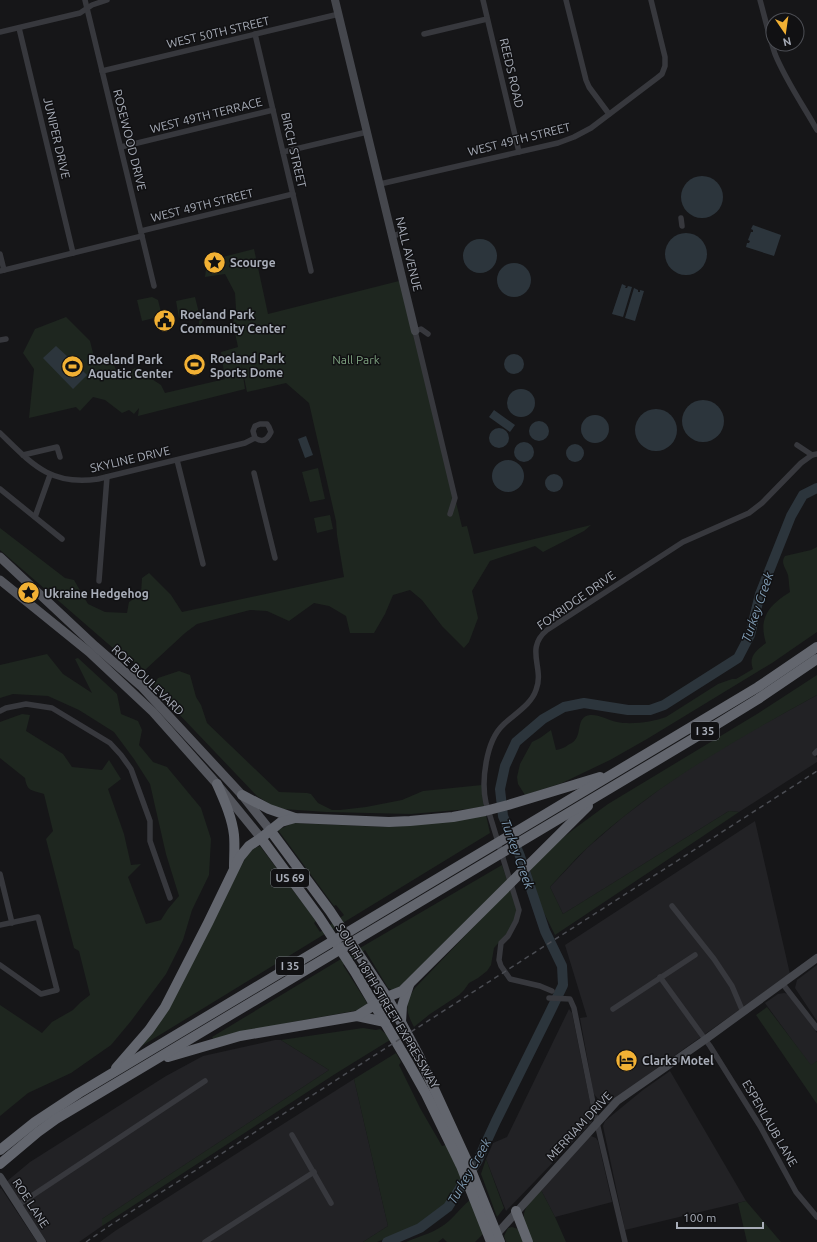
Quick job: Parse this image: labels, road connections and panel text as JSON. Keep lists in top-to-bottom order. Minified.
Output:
{"streets":{"highway":["I 35","US 69","SOUTH 18TH STREET EXPRESSWAY"],"main road":["NALL AVENUE","ROE BOULEVARD","MERRIAM DRIVE","ROE LANE"],"street":["WEST 50TH STREET","REEDS ROAD","WEST 49TH TERRACE","JUNIPER DRIVE","WEST 49TH STREET","ROSEWOOD DRIVE","BIRCH STREET","SKYLINE DRIVE","FOXRIDGE DRIVE","ESPENLAUB LANE"]},"crossings":[["WEST 50TH STREET","ROSEWOOD DRIVE"],["WEST 50TH STREET","BIRCH STREET"],["WEST 50TH STREET","NALL AVENUE"],["REEDS ROAD","WEST 49TH STREET"],["WEST 49TH TERRACE","ROSEWOOD DRIVE"],["WEST 49TH TERRACE","BIRCH STREET"],["JUNIPER DRIVE","WEST 49TH STREET"],["WEST 49TH STREET","ROSEWOOD DRIVE"],["WEST 49TH STREET","BIRCH STREET"],["WEST 49TH STREET","NALL AVENUE"],["ROE BOULEVARD","SOUTH 18TH STREET EXPRESSWAY"],["SOUTH 18TH STREET EXPRESSWAY","MERRIAM DRIVE"],["ESPENLAUB LANE","MERRIAM DRIVE"]],"water":["Turkey Creek"],"parks":["Nall Park"],"places":{"place":["Scourge","Ukraine Hedgehog"],"public building":["Roeland Park Community Center"],"sports":["Roeland Park Sports Dome","Roeland Park Aquatic Center"],"hotel":["Clarks Motel"]},"scale_bar":"100 m","north":"bottom"}
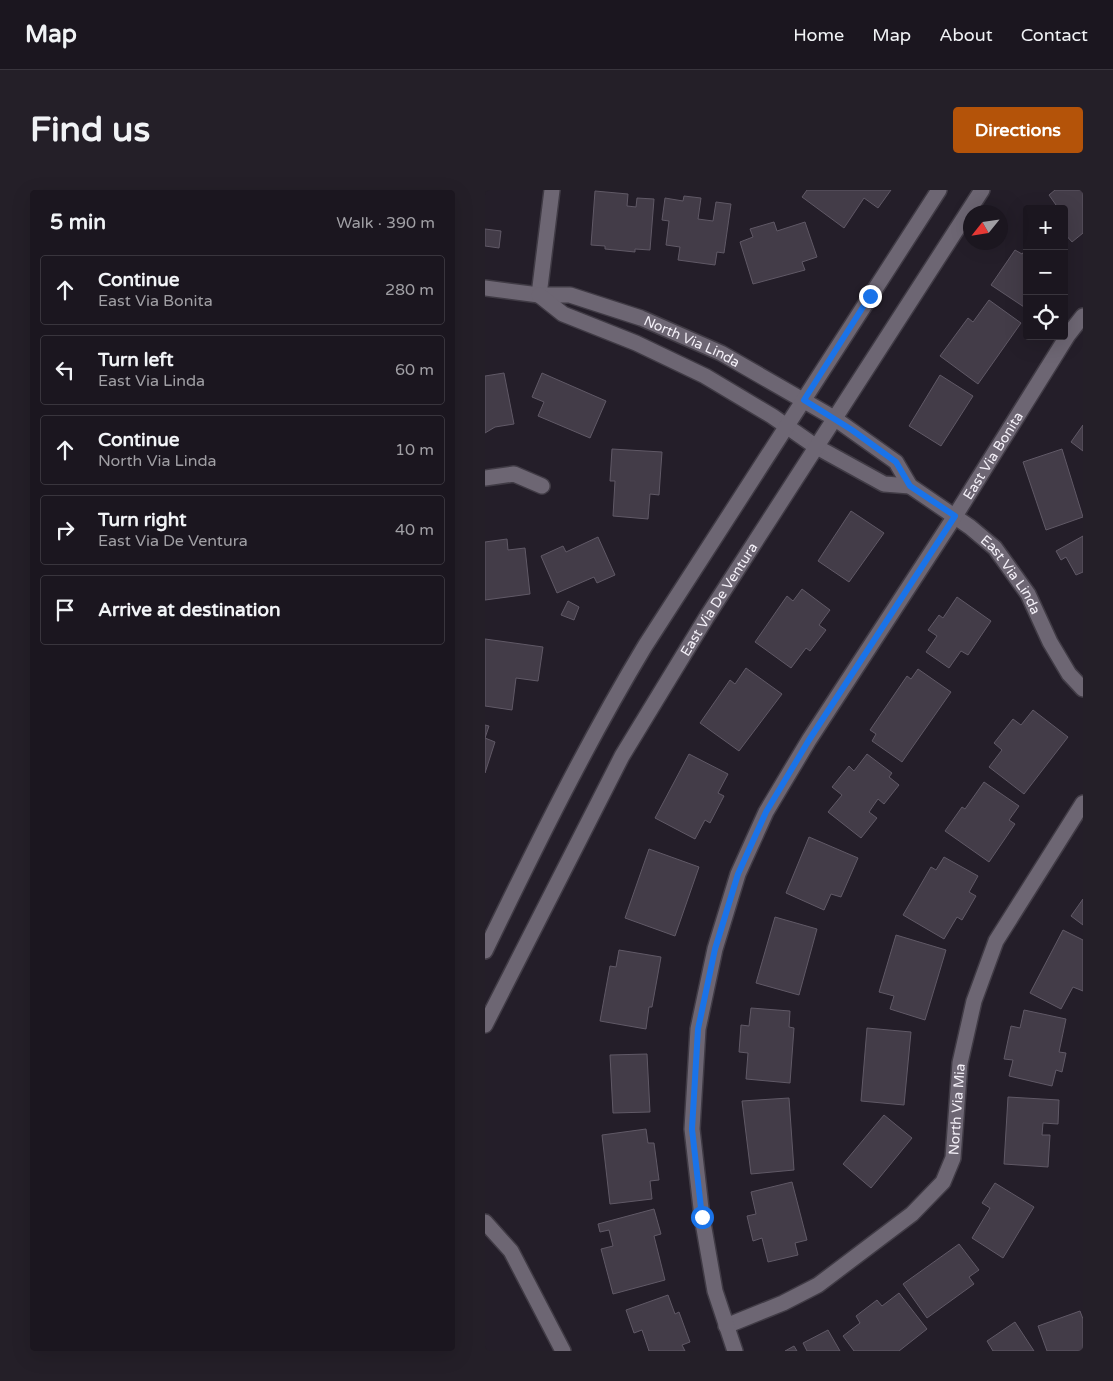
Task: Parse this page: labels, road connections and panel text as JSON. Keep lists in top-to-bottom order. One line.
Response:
{"streets":{"street":["North Via Linda","East Via Bonita","East Via Linda","East Via De Ventura","North Via Mia"]},"crossings":[["North Via Linda","East Via Linda"],["North Via Linda","East Via De Ventura"],["East Via Bonita","East Via Linda"],["East Via Bonita","North Via Mia"],["East Via Linda","East Via De Ventura"]],"north":"bottom left","page":{"header":"Map","nav":["Home","Map","About","Contact"],"buttons":"Directions","title":"Find us","heading":["5 min","Walk · 390 m"],"map_buttons":["+","−"],"list":[["Continue","East Via Bonita","280 m"],["Turn left","East Via Linda","60 m"],["Continue","North Via Linda","10 m"],["Turn right","East Via De Ventura","40 m"],"Arrive at destination"]}}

> YOUR TASK: If a line in the records holds the string "this", copy it.

> SOLUTION:
Quick job: Parse this image: labels, road connections and panel text as JSON. Keep lists in top-to-bottom order. Minified.
Task: Parse this page: labels, road connections and panel text as JSON. Keep lists in top-to-bottom order. One line.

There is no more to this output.